Tão logo cheguei, já botei minhas malas no carro (Golf) alugado deles. Aproveito para já contar quão fuxiqueiros, além de modernos, são os veículos daqui. O deles, todas as vezes que dava marcha-ré, um sensor avisava a proximidade com qualquer objeto, para evitar colisões. Já o do-you-sit-móvel, do Zadá, dedava quando algum passageiro não colocava o cinto de segurança. Dava piti mesmo! No ritmo da tecnologia, os próximos não serão muito amigos: eles virão com automulta, ou seja, deu mancada no trânsito já se imprime o recibo da multa. E ainda terá a funcionalidade de inserir o cartão de crédito para quitar a dívida...

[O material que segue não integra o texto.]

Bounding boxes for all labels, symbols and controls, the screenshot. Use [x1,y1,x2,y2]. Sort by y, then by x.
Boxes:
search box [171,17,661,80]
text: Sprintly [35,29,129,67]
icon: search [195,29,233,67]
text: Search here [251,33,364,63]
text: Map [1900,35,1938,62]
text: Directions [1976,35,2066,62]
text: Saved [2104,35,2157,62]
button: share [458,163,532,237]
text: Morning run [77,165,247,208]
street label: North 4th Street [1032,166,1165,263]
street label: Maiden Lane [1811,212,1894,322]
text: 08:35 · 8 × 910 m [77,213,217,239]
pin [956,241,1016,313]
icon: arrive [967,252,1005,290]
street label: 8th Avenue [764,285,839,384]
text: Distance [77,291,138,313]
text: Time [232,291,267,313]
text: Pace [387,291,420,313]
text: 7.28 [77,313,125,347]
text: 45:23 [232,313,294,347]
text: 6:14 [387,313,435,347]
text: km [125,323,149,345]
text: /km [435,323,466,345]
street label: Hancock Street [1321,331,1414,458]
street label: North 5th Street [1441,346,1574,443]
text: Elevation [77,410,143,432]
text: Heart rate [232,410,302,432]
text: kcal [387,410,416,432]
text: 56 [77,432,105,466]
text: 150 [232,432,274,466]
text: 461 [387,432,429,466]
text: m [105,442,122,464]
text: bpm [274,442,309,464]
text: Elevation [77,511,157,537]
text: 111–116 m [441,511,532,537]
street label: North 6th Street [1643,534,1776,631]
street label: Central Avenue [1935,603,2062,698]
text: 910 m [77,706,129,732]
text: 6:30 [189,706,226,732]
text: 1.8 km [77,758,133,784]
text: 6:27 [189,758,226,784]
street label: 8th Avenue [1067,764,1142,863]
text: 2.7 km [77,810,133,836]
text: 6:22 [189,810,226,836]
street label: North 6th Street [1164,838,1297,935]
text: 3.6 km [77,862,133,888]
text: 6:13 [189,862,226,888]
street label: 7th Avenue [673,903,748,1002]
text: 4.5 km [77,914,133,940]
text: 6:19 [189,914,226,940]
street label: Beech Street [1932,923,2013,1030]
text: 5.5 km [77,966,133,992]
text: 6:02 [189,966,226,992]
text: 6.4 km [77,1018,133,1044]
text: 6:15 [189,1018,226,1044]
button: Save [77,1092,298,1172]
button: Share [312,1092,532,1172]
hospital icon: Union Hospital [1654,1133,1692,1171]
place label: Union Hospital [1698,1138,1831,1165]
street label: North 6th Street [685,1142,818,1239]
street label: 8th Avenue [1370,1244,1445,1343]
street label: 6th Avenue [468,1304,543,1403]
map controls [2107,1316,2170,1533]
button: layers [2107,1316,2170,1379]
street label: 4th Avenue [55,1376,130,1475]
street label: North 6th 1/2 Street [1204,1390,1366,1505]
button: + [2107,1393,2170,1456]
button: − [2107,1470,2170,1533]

Sempre parte interessante na descoberta de um novo país é conhecer as prateleiras dos supermercados, a saber, os diferentes produtos, suas embalagens, as promoções e os compradores. Um detalhe de extrema coincidência: o supermercado se chamava Extra, mas acredito que não tenha nenhum parentesco com o de cá. Nossa compra incluiu hanutas (biscoitos alemães com as fotos dos craques locais), água (sempre cara e no calor – essencial – na Europa) e uma dúzia de maçãs, daí se popularizou a frase do Faggi: “É bom comer maçã pois é energética!” Repetimos tanto quanto mastigamos a fruta – ficamos “enfagiados”. Nesse supermercado, uma outra compra, aparentemente banal, ficará guardada para mim: a lata de coca que tomei. Mal sabia que seria a última do ano. Mas isso é outra história que já chego, parágrafos adiante.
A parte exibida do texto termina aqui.